Assigned task – Copy exactly the lines that run from the top of the listing to the line containing "display:flex; align-items:center; gap:24px;", both ends included, and omit the pictures.

Source records –

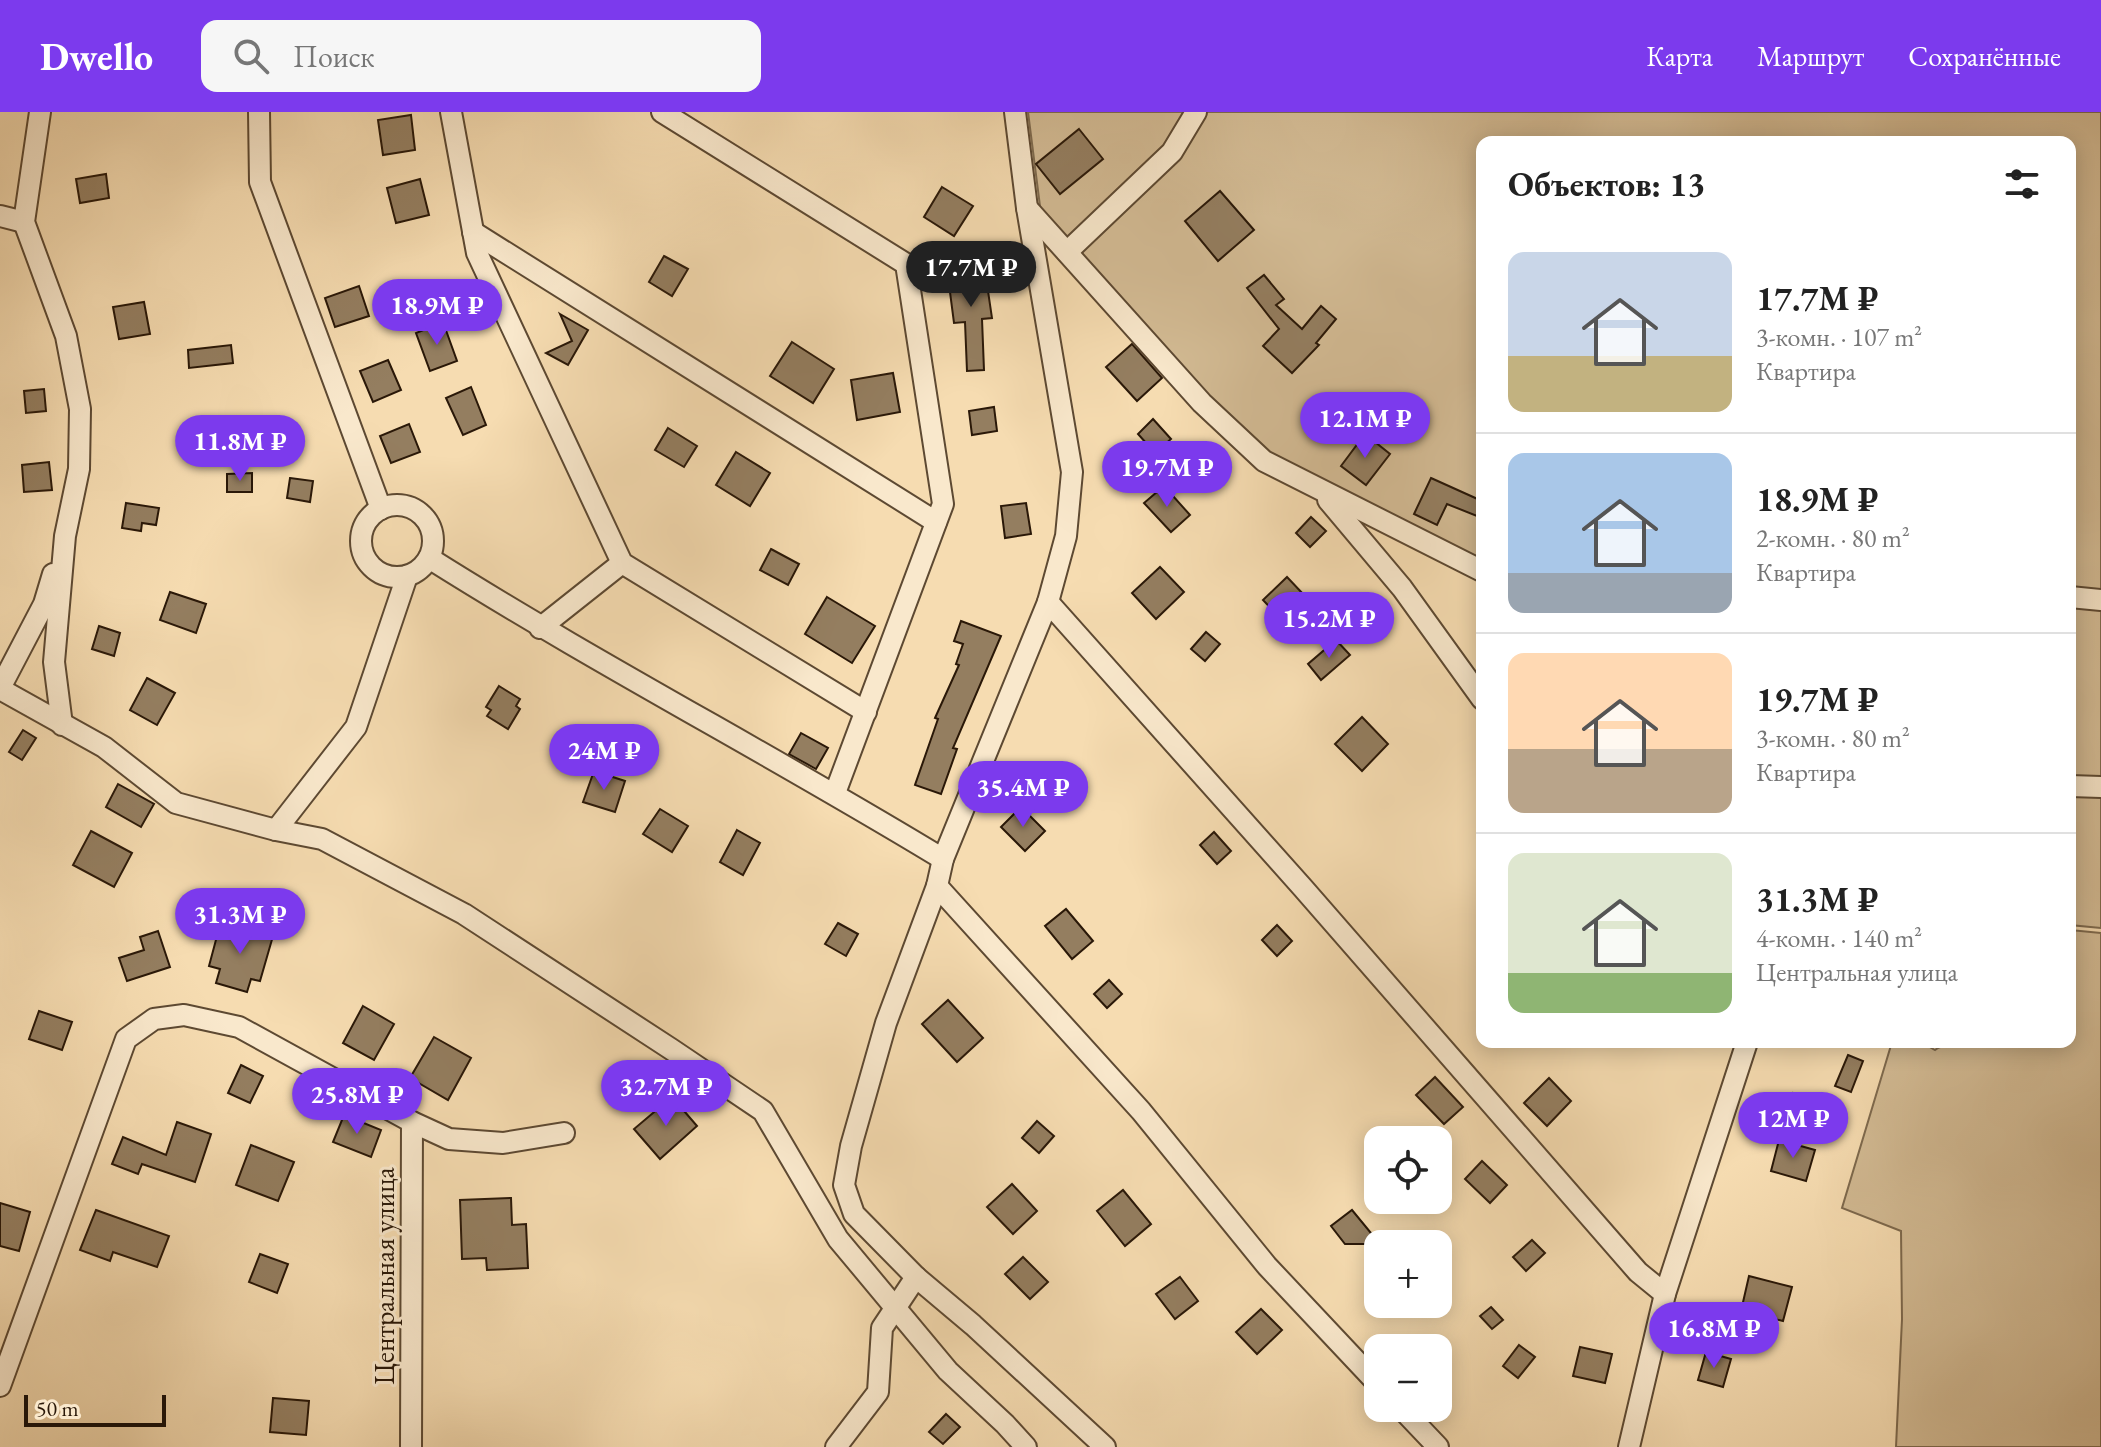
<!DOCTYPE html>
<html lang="ru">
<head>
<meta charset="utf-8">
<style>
  :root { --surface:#fff; --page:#f6f6f6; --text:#222; --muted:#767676; --line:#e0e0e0; --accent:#7c3aed }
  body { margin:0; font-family:"EB Garamond",serif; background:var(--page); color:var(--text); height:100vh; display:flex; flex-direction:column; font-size:30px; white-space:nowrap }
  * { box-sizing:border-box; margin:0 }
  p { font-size:26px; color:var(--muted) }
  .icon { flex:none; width:44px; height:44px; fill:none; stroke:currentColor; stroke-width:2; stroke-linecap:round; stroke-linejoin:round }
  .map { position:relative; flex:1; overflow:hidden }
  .sheet { position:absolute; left:1476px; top:24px; width:600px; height:912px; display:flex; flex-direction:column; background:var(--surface); border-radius:16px; box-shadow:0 4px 20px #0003 }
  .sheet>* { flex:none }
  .fabs { position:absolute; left:1364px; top:1014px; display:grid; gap:16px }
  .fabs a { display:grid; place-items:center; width:88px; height:88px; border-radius:16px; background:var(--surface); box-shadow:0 4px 20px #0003; font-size:40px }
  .scale { position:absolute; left:24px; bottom:20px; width:142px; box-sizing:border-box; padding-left:8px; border:4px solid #2a1808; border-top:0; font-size:22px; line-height:28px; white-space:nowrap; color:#2a1808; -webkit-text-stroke:6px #f9e8cc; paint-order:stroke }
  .price { position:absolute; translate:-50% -68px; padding:0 18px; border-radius:28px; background:var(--accent); color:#fff; font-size:26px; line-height:52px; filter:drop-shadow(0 2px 4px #0008) }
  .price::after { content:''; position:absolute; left:50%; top:48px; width:24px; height:18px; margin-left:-12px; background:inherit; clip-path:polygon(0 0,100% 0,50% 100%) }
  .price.active { background:#222; color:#fff }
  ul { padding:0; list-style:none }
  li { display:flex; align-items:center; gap:24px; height:200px; padding:0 32px }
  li+li { border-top:2px solid var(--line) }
  li span { display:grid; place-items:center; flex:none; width:224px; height:160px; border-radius:16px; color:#555 }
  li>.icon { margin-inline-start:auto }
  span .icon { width:96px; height:96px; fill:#fffc; stroke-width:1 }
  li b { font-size:34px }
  h2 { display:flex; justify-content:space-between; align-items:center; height:96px; padding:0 32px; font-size:34px }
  header { display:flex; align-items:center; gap:48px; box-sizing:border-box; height:112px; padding:0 40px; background:var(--accent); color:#fff }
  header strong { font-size:38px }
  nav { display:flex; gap:44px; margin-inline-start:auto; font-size:28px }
  .search { width:560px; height:72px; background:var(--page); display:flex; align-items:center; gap:20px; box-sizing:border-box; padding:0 28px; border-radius:16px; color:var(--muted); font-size:30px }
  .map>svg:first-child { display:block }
</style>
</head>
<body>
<header>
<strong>Dwello</strong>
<div class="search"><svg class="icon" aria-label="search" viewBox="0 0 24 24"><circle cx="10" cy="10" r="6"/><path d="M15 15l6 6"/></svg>Поиск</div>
<nav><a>Карта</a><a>Маршрут</a><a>Сохранённые</a></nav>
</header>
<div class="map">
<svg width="2101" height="1335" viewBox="0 0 2101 1335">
  <rect width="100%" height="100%" fill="#f6dcb1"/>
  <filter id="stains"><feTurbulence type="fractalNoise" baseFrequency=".0025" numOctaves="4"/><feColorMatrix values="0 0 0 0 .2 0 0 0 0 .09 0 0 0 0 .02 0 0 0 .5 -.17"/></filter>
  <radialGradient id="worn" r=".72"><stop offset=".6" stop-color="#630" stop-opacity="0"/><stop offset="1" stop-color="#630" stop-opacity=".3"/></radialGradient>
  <g fill="#d3bb94" stroke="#7e6a4e" stroke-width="2">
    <path d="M1028,0H2101V816L2070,813V30H1482V471L1270,353L1041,102Z"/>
    <path d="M2070,818L2101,821V1335H1896L1902,1207L1901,1119L1842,1096L1892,930H1921L1935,938C1951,924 2044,930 2070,930Z"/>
  </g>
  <g fill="#947e60" stroke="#2a1808" stroke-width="2">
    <path d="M411,3L415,38L383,43L378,8Z"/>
    <path d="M1079,17L1103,47L1060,82L1036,52Z"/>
    <path d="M106,62L109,86L80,91L76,67Z"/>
    <path d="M420,67L429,103L396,111L387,76Z"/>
    <path d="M942,75L973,94L954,124L924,105Z"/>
    <path d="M1220,79L1254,118L1218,149L1185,109Z"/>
    <path d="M664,144L688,157L672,184L649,170Z"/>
    <path d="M984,152L992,206L982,207L984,258L967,259L965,210L954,211L947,157Z"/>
    <path d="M1264,163L1284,187L1276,193L1302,217L1321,194L1336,207L1316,231L1319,233L1292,261L1263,234L1279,217L1247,176Z"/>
    <path d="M359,174L369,204L335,215L325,186Z"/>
    <path d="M144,190L150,222L119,227L113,195Z"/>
    <path d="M560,202L588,218L568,253L546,241L572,229Z"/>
    <path d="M443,210L457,249L430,259L416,221Z"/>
    <path d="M792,230L834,257L813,291L770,264Z"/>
    <path d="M1132,232L1162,266L1137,289L1106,255Z"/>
    <path d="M231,233L233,251L189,256L188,238Z"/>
    <path d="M388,248L401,278L373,290L360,259Z"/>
    <path d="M893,261L900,300L857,308L851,268Z"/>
    <path d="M471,275L486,313L463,323L446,286Z"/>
    <path d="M44,277L46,299L26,301L24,279Z"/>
    <path d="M994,295L997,319L972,323L969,299Z"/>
    <path d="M1153,307L1171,327L1155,341L1138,322Z"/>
    <path d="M409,312L420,340L391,351L380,324Z"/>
    <path d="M668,316L697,334L684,355L655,338Z"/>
    <path d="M1365,322L1390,342L1366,373L1341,354Z"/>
    <path d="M736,340L770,361L750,394L716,373Z"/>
    <path d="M49,350L52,378L24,380L22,353Z"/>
    <path d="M252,361V380H227V362Z"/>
    <path d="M290,366L313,369L310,390L287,386Z"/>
    <path d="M1431,366L1482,389V406L1447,392L1437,413L1414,402Z"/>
    <path d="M1164,374L1190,403L1171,420L1144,391Z"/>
    <path d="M126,391L159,396L156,413L142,411L141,419L122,416Z"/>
    <path d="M1026,391L1031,422L1005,426L1001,394Z"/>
    <path d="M1311,405L1326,419L1310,435L1296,421Z"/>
    <path d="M771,437L799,452L788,473L760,458Z"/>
    <path d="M1160,455L1184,480L1156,507L1132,481Z"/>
    <path d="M1287,465L1321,501L1297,524L1263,488Z"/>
    <path d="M170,480L206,492L196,521L160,508Z"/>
    <path d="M827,485L875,514L852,551L805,522Z"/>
    <path d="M961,509L1001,524L953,636L957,637L941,682L915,673L938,607L935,606L959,553L956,552L963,532L954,529Z"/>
    <path d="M99,514L120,521L114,544L92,537Z"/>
    <path d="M1206,520L1220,532L1205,549L1191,537Z"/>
    <path d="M1336,528L1350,543L1321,568L1308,552Z"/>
    <path d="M147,566L175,581L157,613L130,598Z"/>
    <path d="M499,574L520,587L516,594L520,597L508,617L487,604L491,598L486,595Z"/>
    <path d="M1362,605L1388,632L1362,659L1335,632Z"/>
    <path d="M23,618L36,626L22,648L9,640Z"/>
    <path d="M801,621L828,636L816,657L789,642Z"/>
    <path d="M594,659L625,669L615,700L583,690Z"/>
    <path d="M118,672L154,692L141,715L106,695Z"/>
    <path d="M1021,695L1045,719L1025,739L1001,715Z"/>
    <path d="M660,697L688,714L672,740L643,722Z"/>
    <path d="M737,718L760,731L743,763L720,750Z"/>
    <path d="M91,719L132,741L114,775L73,753Z"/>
    <path d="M1214,720L1231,739L1217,752L1200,733Z"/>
    <path d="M1066,797L1093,829L1072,847L1045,814Z"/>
    <path d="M221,809L273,824L260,869L251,867L247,880L216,871L220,857L209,854Z"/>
    <path d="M838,811L858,822L846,844L825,832Z"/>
    <path d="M1277,813L1292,829L1277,844L1262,828Z"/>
    <path d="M158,819L170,855L127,869L119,846L144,838L140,825Z"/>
    <path d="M1109,868L1122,882L1107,896L1094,882Z"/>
    <path d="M948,888L983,926L957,950L922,912Z"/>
    <path d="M363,894L394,912L374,948L343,931Z"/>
    <path d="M39,899L72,910L62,938L29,927Z"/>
    <path d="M434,925L471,946L448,988L410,966Z"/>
    <path d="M1848,943L1863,949L1851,980L1835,974Z"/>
    <path d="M241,953L263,964L250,991L228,981Z"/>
    <path d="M1435,965L1463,995L1444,1012L1416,983Z"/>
    <path d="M1549,966L1571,989L1547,1014L1524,991Z"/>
    <path d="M1793,981L1812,988L1805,1004L1787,997Z"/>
    <path d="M672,985L697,1014L660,1047L634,1017Z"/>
    <path d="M344,1003L381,1018L371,1045L333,1030Z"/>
    <path d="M1037,1009L1054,1024L1039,1041L1022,1026Z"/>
    <path d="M177,1010L211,1022L195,1070L142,1052L138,1062L112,1052L123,1025L166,1043Z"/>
    <path d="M1779,1028L1815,1038L1806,1069L1771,1059Z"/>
    <path d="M251,1033L294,1050L278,1089L236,1073Z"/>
    <path d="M1482,1049L1507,1073L1490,1091L1465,1067Z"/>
    <path d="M1012,1072L1037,1099L1013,1122L987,1095Z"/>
    <path d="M1123,1078L1151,1112L1125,1134L1097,1099Z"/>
    <path d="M511,1086L512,1113L526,1112L528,1156L487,1158L486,1146L462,1147L460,1088Z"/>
    <path d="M0,1091L30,1100L19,1139L0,1134Z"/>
    <path d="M96,1098L169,1124L157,1155L113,1140L110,1149L80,1138Z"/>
    <path d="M1352,1098L1380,1132H1345L1331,1114Z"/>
    <path d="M1532,1128L1545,1141L1526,1159L1513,1145Z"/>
    <path d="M260,1142L288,1152L277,1181L249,1170Z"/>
    <path d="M1023,1145L1048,1170L1030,1187L1005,1162Z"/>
    <path d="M1749,1164L1792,1175L1783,1209L1741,1199Z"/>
    <path d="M1180,1165L1198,1189L1175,1207L1156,1182Z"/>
    <path d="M1491,1195L1503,1208L1492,1217L1480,1204Z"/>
    <path d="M1261,1197L1282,1218L1257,1242L1236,1220Z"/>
    <path d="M1519,1233L1535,1245L1518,1266L1503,1254Z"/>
    <path d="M1580,1235L1612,1242L1605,1271L1573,1264Z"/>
    <path d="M1706,1240L1731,1247L1723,1275L1698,1268Z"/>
    <path d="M273,1286L309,1289L306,1323L270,1320Z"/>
    <path d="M946,1302L960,1315L943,1332L929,1320Z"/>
  </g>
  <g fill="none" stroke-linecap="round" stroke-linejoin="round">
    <defs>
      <g id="minor">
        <path d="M40,0L24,110L66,224L80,297L79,357L65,424L54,550L62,613"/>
        <path d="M259,0L260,70L381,397"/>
        <path d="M451,0L477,141L622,451L866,600"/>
        <path d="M662,0L906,152L943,392L835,681"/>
        <path d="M1027,96L1202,291L1264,349L1482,459"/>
        <path d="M0,104L24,110"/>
        <path d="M473,120L936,410"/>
        <path d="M1067,140L1172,40L1196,0"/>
        <path d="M1328,388L1402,476L1482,587"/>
        <circle cx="397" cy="429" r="36"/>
        <path d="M429,446C597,552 774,644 943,747"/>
        <path d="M2070,485L2101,488"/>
        <path d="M1048,490L1303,776L1638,1160L1665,1182"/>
        <path d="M540,516L622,451"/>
        <path d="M0,576L44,492L53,462"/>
        <path d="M0,577L104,635L176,691L276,718L322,727L464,802L671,937L763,999L838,1127L948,1259L1005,1312L1026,1335"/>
        <path d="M2070,674L2101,675"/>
        <path d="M276,718L356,615L407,464"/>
        <path d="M937,774L1141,999L1267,1154L1378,1272"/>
        <path d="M916,1165L973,1213L1105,1335"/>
        <path d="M0,1274L126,927L154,907L184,903L239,915L412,1010L449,1027L503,1031L564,1021"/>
        <path d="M1401,1296L1438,1335"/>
        <path d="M411,1335L412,1010"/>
        <path d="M836,1335L878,1280L882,1216L916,1165L854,1102L844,1073L851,1034L886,911L937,774L943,747L1048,490L1066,424L1072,360L1027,96L1015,0"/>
        <path d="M1629,1335L1665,1182L1747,930"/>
      </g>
    </defs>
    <use href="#minor" stroke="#5d4932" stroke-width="24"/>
    <use href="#minor" stroke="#f9e8cc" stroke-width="20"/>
  </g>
  <g text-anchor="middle" stroke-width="6" stroke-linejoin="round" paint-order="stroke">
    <g font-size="28" fill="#2a1808" stroke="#f9e8cc">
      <text transform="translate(384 1164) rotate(-90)" y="10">Центральная улица</text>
    </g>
  </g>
  <rect width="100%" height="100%" filter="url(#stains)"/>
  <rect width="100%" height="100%" fill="url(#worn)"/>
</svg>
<div class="fabs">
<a><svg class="icon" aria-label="locate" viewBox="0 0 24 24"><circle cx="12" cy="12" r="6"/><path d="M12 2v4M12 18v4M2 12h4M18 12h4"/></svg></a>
<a>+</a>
<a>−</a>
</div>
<div class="scale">50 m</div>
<b class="price active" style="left:971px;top:197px">17.7M ₽</b>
<b class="price" style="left:437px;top:235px">18.9M ₽</b>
<b class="price" style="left:1365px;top:348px">12.1M ₽</b>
<b class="price" style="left:240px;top:371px">11.8M ₽</b>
<b class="price" style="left:1167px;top:397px">19.7M ₽</b>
<b class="price" style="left:1329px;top:548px">15.2M ₽</b>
<b class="price" style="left:604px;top:680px">24M ₽</b>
<b class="price" style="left:1023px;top:717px">35.4M ₽</b>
<b class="price" style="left:240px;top:844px">31.3M ₽</b>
<b class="price" style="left:666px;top:1016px">32.7M ₽</b>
<b class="price" style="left:357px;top:1024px">25.8M ₽</b>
<b class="price" style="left:1793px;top:1048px">12M ₽</b>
<b class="price" style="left:1714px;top:1258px">16.8M ₽</b>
<section class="sheet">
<h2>Объектов: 13<svg class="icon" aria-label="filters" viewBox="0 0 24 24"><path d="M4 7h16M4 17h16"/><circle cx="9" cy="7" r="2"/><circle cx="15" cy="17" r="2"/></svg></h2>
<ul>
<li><span style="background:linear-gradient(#c9d6e8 65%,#c2b280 0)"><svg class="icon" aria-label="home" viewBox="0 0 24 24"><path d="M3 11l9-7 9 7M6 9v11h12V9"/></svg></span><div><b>17.7M ₽</b><p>3-комн. · 107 m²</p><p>Квартира</p></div></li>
<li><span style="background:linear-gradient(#a9c7e8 75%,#9aa5b1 0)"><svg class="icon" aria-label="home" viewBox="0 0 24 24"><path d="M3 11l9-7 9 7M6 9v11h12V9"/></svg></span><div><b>18.9M ₽</b><p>2-комн. · 80 m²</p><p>Квартира</p></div></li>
<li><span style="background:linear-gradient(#ffd9b3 60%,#b9a48a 0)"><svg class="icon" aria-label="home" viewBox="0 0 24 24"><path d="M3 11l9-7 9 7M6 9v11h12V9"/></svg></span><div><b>19.7M ₽</b><p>3-комн. · 80 m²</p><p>Квартира</p></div></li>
<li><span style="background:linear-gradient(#dfe7d0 75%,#8fb573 0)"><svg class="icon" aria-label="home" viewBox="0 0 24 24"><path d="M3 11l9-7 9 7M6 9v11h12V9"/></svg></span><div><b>31.3M ₽</b><p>4-комн. · 140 m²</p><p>Центральная улица</p></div></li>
</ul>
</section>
</div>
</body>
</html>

Written solution –
<!DOCTYPE html>
<html lang="ru">
<head>
<meta charset="utf-8">
<style>
  :root { --surface:#fff; --page:#f6f6f6; --text:#222; --muted:#767676; --line:#e0e0e0; --accent:#7c3aed }
  body { margin:0; font-family:"EB Garamond",serif; background:var(--page); color:var(--text); height:100vh; display:flex; flex-direction:column; font-size:30px; white-space:nowrap }
  * { box-sizing:border-box; margin:0 }
  p { font-size:26px; color:var(--muted) }
  .icon { flex:none; width:44px; height:44px; fill:none; stroke:currentColor; stroke-width:2; stroke-linecap:round; stroke-linejoin:round }
  .map { position:relative; flex:1; overflow:hidden }
  .sheet { position:absolute; left:1476px; top:24px; width:600px; height:912px; display:flex; flex-direction:column; background:var(--surface); border-radius:16px; box-shadow:0 4px 20px #0003 }
  .sheet>* { flex:none }
  .fabs { position:absolute; left:1364px; top:1014px; display:grid; gap:16px }
  .fabs a { display:grid; place-items:center; width:88px; height:88px; border-radius:16px; background:var(--surface); box-shadow:0 4px 20px #0003; font-size:40px }
  .scale { position:absolute; left:24px; bottom:20px; width:142px; box-sizing:border-box; padding-left:8px; border:4px solid #2a1808; border-top:0; font-size:22px; line-height:28px; white-space:nowrap; color:#2a1808; -webkit-text-stroke:6px #f9e8cc; paint-order:stroke }
  .price { position:absolute; translate:-50% -68px; padding:0 18px; border-radius:28px; background:var(--accent); color:#fff; font-size:26px; line-height:52px; filter:drop-shadow(0 2px 4px #0008) }
  .price::after { content:''; position:absolute; left:50%; top:48px; width:24px; height:18px; margin-left:-12px; background:inherit; clip-path:polygon(0 0,100% 0,50% 100%) }
  .price.active { background:#222; color:#fff }
  ul { padding:0; list-style:none }
  li { display:flex; align-items:center; gap:24px; height:200px; padding:0 32px }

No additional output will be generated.